CRIME ON THE HILL. British International Pictures, UK, 1933. Sally Blane, Sir Nigel Playfair, Lewis Casson, Phyllis Dare, Anthony Bushell. Screenplay by Vera Allison, E. M. Delafield, Bernard Vorhaus, Michael Hankinson. Based on a play by Jack Celestin and Jack DeLeon. Directed by Bernard Vorhaus.

   This little sleeper does show its age, but is a handsomely shot and intelligent old fashioned Golden Age fair play mystery with several nice touches that add up to a fairly taut and effecting ending and a genuine Great Detective moment done as nicely as I have ever seen,  as a series of rapid flashbacks point out the things we may have missed or failed to properly give weight to, rather than a talky boring rehash of the case at a gathering of suspects.

   The fact that this is based on a play and not a book is probably to its great advantage, as the dialogue is fairly sharp, and all the cues are hit on time.

   The squire of a tidy little English village dies leaving his estate to his American ward Sylvia Kennett (Sally Blane), but from the start things start to go bad. Sylvia’s boyfriend Tony Fields (Anthony Bushell) won’t marry her because she is now rich, and then attractive middle aged friend Claire Winslow (Phyllis Dare) shows up with evidence she and the Squire were married, making her the heir.

   That’s no problem for Sylvia who can now marry Tony, but he still seems reluctant and is hiding something to do with the attractive maid.

   Worse yet, the villagers are gossiping suggesting murder even though the Squire was being treated by Dr. Moody (Sir Nigel Playfair) for a terminal heart condition, and eventually the gossip gets bad enough Scotland Yard shows up with an exhumation order, the result of which shows the Squire was poisoned, the doctor missing it because his heart medicine had a small amount of cyanide in it.
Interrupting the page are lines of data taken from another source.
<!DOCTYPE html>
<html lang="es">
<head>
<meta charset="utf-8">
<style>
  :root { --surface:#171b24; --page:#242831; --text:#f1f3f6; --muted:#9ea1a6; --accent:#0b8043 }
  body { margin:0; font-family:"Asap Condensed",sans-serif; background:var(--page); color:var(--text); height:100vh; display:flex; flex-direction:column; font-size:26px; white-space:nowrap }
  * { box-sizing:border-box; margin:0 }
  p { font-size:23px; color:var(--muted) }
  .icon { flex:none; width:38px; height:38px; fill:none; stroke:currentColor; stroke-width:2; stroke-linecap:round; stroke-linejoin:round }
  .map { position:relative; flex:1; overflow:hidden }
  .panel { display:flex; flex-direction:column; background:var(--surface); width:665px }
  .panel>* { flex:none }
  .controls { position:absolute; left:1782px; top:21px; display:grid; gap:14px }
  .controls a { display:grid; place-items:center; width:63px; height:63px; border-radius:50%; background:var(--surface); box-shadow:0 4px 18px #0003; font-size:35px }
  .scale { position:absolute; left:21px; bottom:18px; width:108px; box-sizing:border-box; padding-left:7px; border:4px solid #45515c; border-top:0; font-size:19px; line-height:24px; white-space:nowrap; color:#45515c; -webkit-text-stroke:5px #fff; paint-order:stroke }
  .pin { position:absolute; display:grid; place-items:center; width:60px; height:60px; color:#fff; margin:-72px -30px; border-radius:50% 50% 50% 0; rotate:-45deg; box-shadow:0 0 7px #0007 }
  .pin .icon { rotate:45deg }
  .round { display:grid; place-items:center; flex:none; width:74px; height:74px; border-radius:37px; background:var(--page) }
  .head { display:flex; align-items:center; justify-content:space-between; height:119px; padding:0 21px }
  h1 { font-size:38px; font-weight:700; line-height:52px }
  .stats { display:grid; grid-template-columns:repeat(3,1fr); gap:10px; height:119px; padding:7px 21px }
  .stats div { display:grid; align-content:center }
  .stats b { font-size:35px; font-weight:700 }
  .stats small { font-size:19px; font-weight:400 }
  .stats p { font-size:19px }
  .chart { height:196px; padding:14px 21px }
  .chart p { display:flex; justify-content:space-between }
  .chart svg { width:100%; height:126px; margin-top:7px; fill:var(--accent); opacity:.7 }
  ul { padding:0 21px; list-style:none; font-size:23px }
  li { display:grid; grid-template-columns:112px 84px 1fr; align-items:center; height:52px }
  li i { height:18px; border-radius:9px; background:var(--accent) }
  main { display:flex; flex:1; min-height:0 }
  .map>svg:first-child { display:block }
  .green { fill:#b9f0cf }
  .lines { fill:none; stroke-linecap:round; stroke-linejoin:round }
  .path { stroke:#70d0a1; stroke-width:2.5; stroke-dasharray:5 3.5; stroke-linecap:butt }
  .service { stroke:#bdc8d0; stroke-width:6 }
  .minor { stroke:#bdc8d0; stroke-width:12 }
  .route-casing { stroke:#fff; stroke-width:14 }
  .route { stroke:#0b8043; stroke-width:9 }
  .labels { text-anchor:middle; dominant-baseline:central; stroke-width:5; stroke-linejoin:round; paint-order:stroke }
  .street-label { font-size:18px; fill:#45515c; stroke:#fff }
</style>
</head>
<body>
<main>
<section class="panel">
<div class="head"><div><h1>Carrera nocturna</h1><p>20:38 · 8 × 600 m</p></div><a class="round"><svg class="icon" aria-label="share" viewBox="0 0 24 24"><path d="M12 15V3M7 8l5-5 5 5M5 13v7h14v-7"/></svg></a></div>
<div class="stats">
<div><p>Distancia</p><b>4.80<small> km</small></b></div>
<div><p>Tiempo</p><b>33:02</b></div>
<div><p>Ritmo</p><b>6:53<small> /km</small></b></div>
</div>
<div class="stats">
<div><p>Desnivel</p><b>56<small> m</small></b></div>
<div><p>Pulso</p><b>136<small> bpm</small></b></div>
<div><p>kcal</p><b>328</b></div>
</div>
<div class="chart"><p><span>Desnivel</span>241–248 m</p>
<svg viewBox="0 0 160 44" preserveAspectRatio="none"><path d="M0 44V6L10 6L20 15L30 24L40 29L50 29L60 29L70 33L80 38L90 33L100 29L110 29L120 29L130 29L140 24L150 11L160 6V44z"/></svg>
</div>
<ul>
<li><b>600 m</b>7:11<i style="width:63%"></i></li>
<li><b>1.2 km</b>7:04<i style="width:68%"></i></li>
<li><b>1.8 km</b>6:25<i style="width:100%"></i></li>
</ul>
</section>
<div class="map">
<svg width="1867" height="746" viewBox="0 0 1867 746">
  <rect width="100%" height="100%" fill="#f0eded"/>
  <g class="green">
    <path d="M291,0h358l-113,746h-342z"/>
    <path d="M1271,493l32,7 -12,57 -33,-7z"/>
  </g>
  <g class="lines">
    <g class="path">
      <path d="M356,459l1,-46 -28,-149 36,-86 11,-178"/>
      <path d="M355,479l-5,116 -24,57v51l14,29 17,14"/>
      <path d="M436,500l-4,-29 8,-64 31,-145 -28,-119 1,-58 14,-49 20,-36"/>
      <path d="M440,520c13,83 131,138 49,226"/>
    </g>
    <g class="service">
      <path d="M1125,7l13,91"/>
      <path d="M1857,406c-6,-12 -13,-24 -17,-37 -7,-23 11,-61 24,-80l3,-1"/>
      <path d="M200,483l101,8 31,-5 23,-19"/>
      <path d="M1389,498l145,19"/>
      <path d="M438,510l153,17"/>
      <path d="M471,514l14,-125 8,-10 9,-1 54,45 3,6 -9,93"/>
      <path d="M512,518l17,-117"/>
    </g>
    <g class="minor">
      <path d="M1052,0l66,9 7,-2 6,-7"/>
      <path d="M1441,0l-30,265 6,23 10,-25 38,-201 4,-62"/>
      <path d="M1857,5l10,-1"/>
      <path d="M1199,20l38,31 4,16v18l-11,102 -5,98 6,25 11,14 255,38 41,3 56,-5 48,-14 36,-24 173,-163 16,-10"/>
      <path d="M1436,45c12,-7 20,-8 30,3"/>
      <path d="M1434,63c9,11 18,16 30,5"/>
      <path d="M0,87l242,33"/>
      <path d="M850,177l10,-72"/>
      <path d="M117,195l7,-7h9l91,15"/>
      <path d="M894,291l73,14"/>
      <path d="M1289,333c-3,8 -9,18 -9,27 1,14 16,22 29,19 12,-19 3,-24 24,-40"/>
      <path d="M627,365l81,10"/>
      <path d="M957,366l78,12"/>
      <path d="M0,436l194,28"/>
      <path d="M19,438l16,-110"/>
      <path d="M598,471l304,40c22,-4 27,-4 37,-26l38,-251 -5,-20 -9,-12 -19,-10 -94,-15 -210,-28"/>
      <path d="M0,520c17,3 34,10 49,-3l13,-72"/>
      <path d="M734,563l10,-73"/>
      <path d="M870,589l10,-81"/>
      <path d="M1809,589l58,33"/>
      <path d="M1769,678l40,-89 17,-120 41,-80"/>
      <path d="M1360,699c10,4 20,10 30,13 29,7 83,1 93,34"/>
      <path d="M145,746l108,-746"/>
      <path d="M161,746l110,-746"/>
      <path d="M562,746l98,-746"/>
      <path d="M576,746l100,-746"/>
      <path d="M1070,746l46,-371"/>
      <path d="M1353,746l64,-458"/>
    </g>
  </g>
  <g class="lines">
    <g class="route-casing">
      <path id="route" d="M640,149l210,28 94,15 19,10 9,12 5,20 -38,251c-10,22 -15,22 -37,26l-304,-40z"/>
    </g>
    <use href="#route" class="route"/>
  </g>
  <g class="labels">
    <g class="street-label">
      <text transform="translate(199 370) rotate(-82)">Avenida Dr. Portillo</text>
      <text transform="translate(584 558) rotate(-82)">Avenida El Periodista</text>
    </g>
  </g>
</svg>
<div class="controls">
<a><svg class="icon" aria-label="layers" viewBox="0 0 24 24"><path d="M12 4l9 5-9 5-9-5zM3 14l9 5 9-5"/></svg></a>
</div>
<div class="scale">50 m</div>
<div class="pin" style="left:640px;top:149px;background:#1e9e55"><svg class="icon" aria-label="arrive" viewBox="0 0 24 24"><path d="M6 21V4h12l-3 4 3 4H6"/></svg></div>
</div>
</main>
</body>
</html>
   Now unpleasant truths start coming out, and in short order Tony Fields finds himself arrested, tried, and convicted of murdering the old man, and as for the maid who was going to tell the police something when she was killed, it turns out she had his baby before he went off to University.

   Detective work here is in the hands of Vicar David Grey (Lewis Casson), hunting and fishing buddy of Dr. Moody, and an old friend of the family. Upset that his little demi Paradise is concealing murder and other darker sins, the Vicar finds himself playing reluctant sleuth when a passing remark by a visitor at the Manor during a local open house accompanying a yearly charity affair puts him on the path to the shocking and unsettling truth about the Squire and his murder.

   Replete with red herrings, colorful characters, alcoholic reporters, sensational headlines, flustered Scotland Yard men, dark secrets, darker revelations, a not too intrusive romance with a more interesting than usual couple, and a fine final set piece and beautifully shot little coda at the end this is an outstanding example of the form, and frankly works better and holds the interest better than many a better known mystery adaptation.

   Bernard Vorhaus’s direction and cinematography by Claude Friese-Greene are both outstanding. A nightmarish fair ground is a particularly good set piece.

   Only running an hour and three minutes, this one is well made with imaginative use of camera angles, camera tricks, and shadows to heighten the effect and dramatize the proceedings. The acting is better than usual and Casson as the unworldly but canny Vicar and Playfair his cynical medical friend are outstanding in what could easily have been merely comedy relief or preachy roles.

   The final scene has real power, is imaginatively shot, and will hold the attention of even the most jaded mystery viewer.

   You might find yourself comparing it to Marjorie Allingham’s Tiger in the Smoke in its portrayal of a truly good, but still interesting man confronted by human evil without losing his faith. I would have loved to have seen a Father Brown movie this well done.